O estranho concurso da Ospa (Parte I: Onde foram parar aquelas vagas?)

O estranho concurso da Ospa (Parte I: Onde foram parar aquelas vagas?)
Vagas suprimidas | Foto: Antonieta Pinheiro
Vagas suprimidas. Por quê? | Foto: Antonieta Pinheiro

A segunda parte está aqui.

Uma postagem no Facebook de um músico da Ospa que simplesmente divulgava o concurso para 28 vagas para músicos da orquestra desnudou um problema ou uma dúvida. Onde foram parar as vagas administrativas? Em resposta à postagem, que apenas tinha o link para o edital do concurso, sem texto, Maristela Heck, ex-diretora do Departamento de Administração e dos Recursos Humanos (Dearh) do Estado, disse que as vagas para a área administrativa e para os cargos de músicos foram autorizados pela Fazenda há mais de 7 meses. E completou por escrito e publicamente: “Foram autorizadas vagas para todos os cargos da área administrativa. Eu mesma peguei o processo em baixo do braço e convenci o Secretário da Fazenda de que era necessário fazer o concurso, já que foi criado o quadro e a Lei prevê a extinção dos cargos de CCs”.

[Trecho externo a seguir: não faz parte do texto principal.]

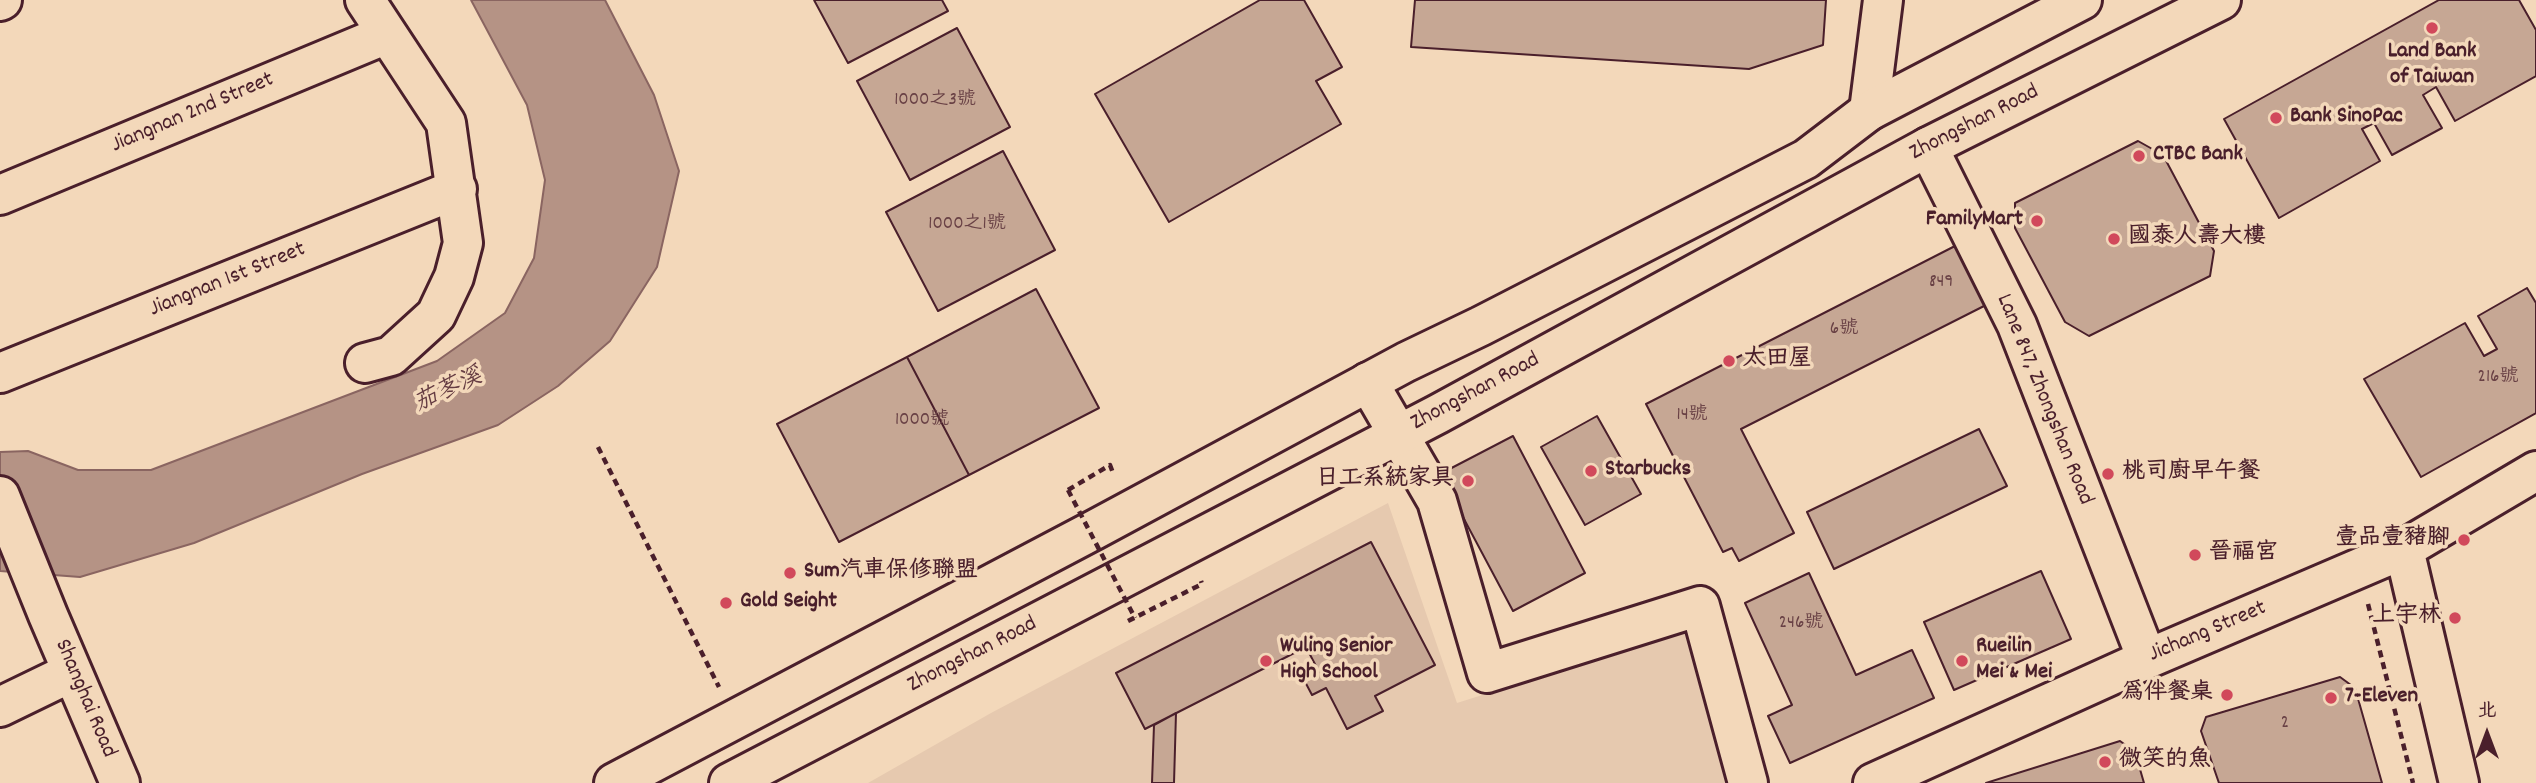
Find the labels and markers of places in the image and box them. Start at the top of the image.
marker: Land Bank of Taiwan [2424,20,2440,36]
place label: Land Bank of Taiwan [2388,39,2476,93]
place label: Bank SinoPac [2290,104,2403,132]
marker: Bank SinoPac [2268,110,2284,126]
place label: CTBC Bank [2153,142,2243,170]
marker: CTBC Bank [2131,148,2147,164]
place label: FamilyMart [1926,207,2023,235]
marker: FamilyMart [2029,213,2045,229]
place label: 國泰人壽大樓 [2128,225,2266,253]
marker: 國泰人壽大樓 [2106,231,2122,247]
place label: 太田屋 [1743,347,1812,375]
marker: 太田屋 [1721,353,1737,369]
place label: Starbucks [1605,457,1691,485]
place label: 桃司廚早午餐 [2122,460,2260,488]
marker: Starbucks [1583,463,1599,479]
marker: 桃司廚早午餐 [2100,466,2116,482]
place label: 日工系統家具 [1316,467,1454,495]
marker: 日工系統家具 [1460,473,1476,489]
place label: 壹品壹豬腳 [2335,526,2450,554]
marker: 壹品壹豬腳 [2456,532,2472,548]
place label: 晉福宮 [2209,541,2278,569]
marker: 晉福宮 [2187,547,2203,563]
place label: Sum汽車保修聯盟 [804,559,978,587]
marker: Sum汽車保修聯盟 [782,565,798,581]
place label: Gold Seight [740,589,837,617]
marker: Gold Seight [718,595,734,611]
place label: 上宇林 [2372,604,2441,632]
marker: 上宇林 [2447,610,2463,626]
place label: Wuling Senior High School [1280,634,1393,688]
place label: Rueilin Mei & Mei [1976,634,2052,688]
marker: Wuling Senior High School [1258,653,1274,669]
marker: Rueilin Mei & Mei [1954,653,1970,669]
place label: 為伴餐桌 [2121,681,2213,709]
place label: 7-Eleven [2345,684,2418,712]
marker: 為伴餐桌 [2219,687,2235,703]
marker: 7-Eleven [2323,690,2339,706]
place label: 微笑的魚 [2119,748,2211,776]
marker: 微笑的魚 [2097,754,2113,770]

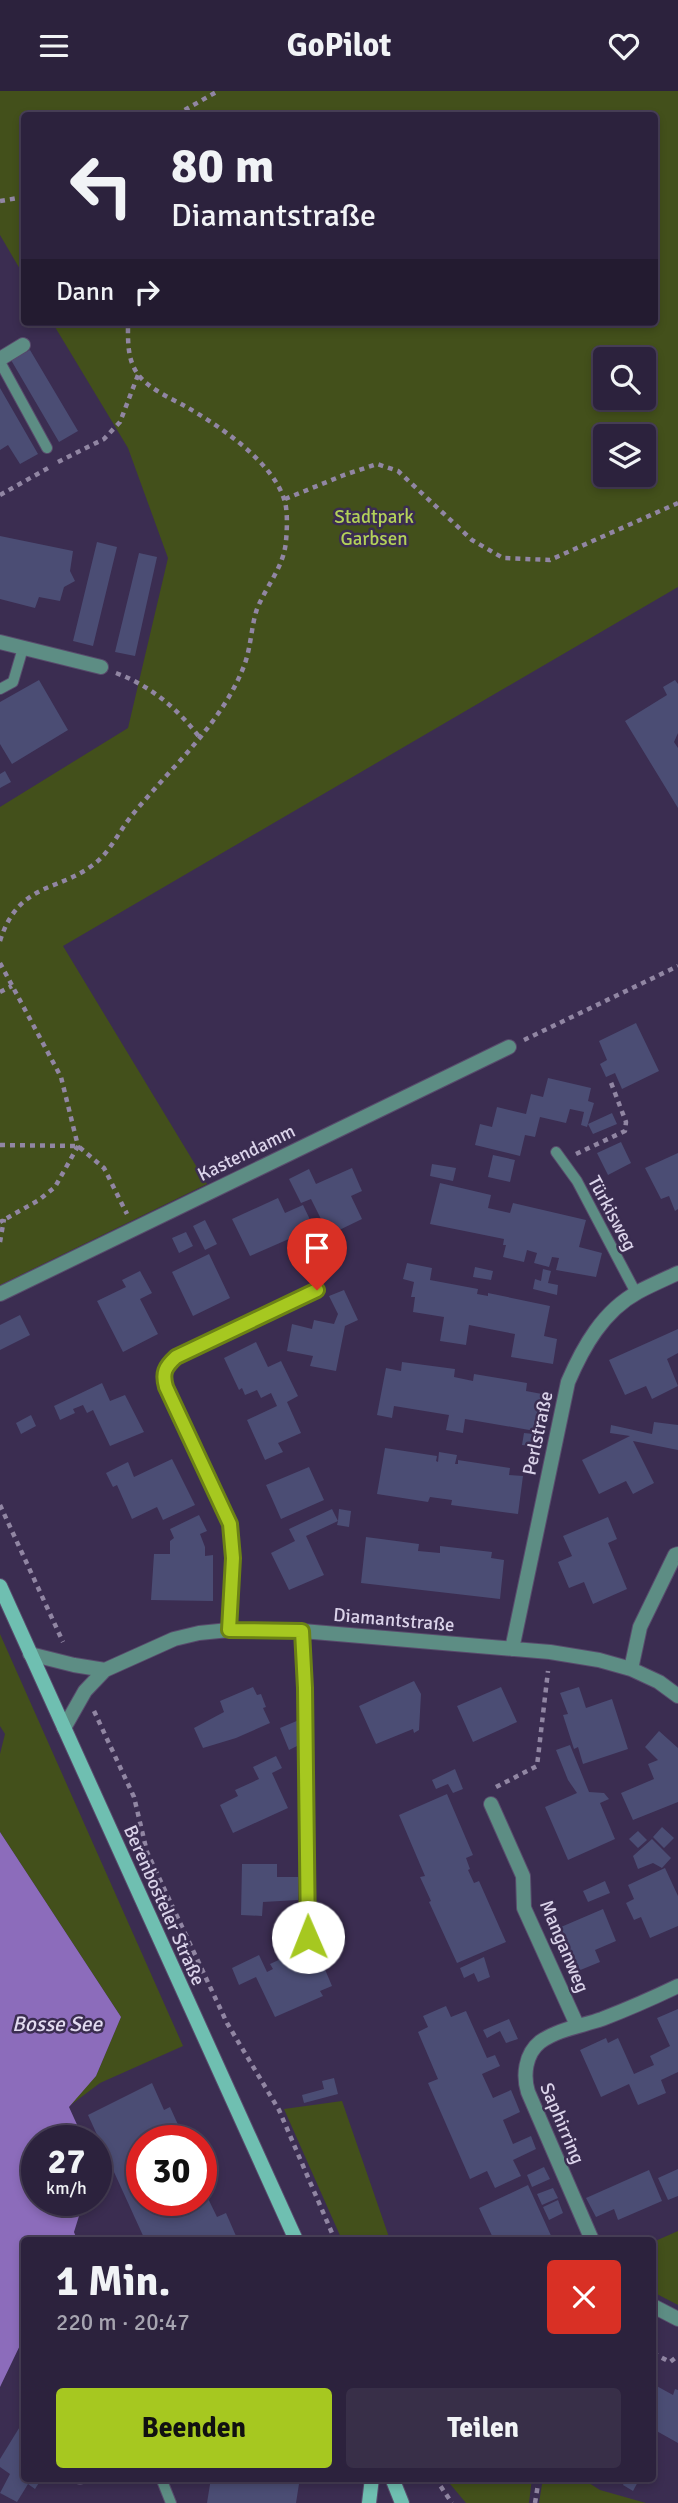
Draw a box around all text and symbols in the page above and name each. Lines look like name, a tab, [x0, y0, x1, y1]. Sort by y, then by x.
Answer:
text: GoPilot	[287, 26, 391, 65]
icon: menu	[35, 27, 73, 65]
icon: heart	[605, 27, 643, 65]
text: 80 m	[171, 136, 274, 196]
icon: left	[56, 140, 147, 231]
text: Diamantstraße	[171, 196, 376, 235]
icon: right	[128, 273, 166, 311]
text: Dann	[56, 276, 114, 308]
map controls	[593, 347, 656, 487]
button: search	[593, 347, 656, 410]
button: layers	[593, 424, 656, 487]
park label: Stadtpark Garbsen	[334, 505, 414, 551]
street label: Kastendamm	[194, 1119, 299, 1187]
street label: Türkisweg	[582, 1172, 642, 1255]
pin	[287, 1218, 347, 1290]
icon: arrive	[298, 1229, 336, 1267]
street label: Perlstraße	[517, 1389, 559, 1477]
street label: Diamantstraße	[332, 1603, 456, 1637]
street label: Berenbosteler Straße	[118, 1822, 210, 1989]
street label: Manganweg	[534, 1897, 594, 1996]
position arrow	[271, 1900, 345, 1974]
water label: Bosse See	[12, 2011, 103, 2037]
street label: Saphirring	[534, 2079, 590, 2167]
speed limit sign: 30	[126, 2125, 217, 2216]
text: 27	[48, 2140, 85, 2183]
text: km/h	[46, 2177, 87, 2199]
text: 1 Min.	[56, 2256, 170, 2307]
button: close	[547, 2260, 621, 2334]
text: 220 m · 20:47	[56, 2308, 190, 2337]
button: Beenden	[56, 2388, 332, 2468]
button: Teilen	[346, 2388, 621, 2468]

Sim, a Lei prevê que os cargos administrativos comissionados sejam extintos e que deveria ser realizado concurso público para provimento destes cargos. É claro que não há ilegalidade num concurso que selecione apenas músicos, mas o concurso deveria ser maior.

Ainda duvidando que a Ospa sumisse com vagas para funcionários seus, consultei o membro do Conselho da Ospa Roberto Schmitt-Prym, que respondeu também publicamente no Facebook: “Estava tudo certo, foram autorizadas as vagas para cargos administrativos, para a orquestra e para o coro. É preciso ver o que está acontecendo. Quanto à AFFOSPA, o blog da Associação está parado desde dezembro de 2010”.

Eu é que não sei onde foram parar as vagas. Eu lembro de ter lido na internet uma relação de 10 ou mais cargos administrativos — velha reivindicação da orquestra –, mas não a reencontrei agora. Isto é, não posso comprovar.

Se as vagas foram retiradas da orquestra não seria o caso de parar tudo e retificar o concurso? Repito, acho que não há ilegalidade no ato, mas a lei que criou o quadro e que prevê a extinção dos cargos de CCs não estaria sendo ignorada?

Bem, amanhã exporei mais dúvidas. Estou ainda finalizando minhas consultas. Tenho todo o material mas tenho que organizar algumas coisas. Voltaremos amanhã.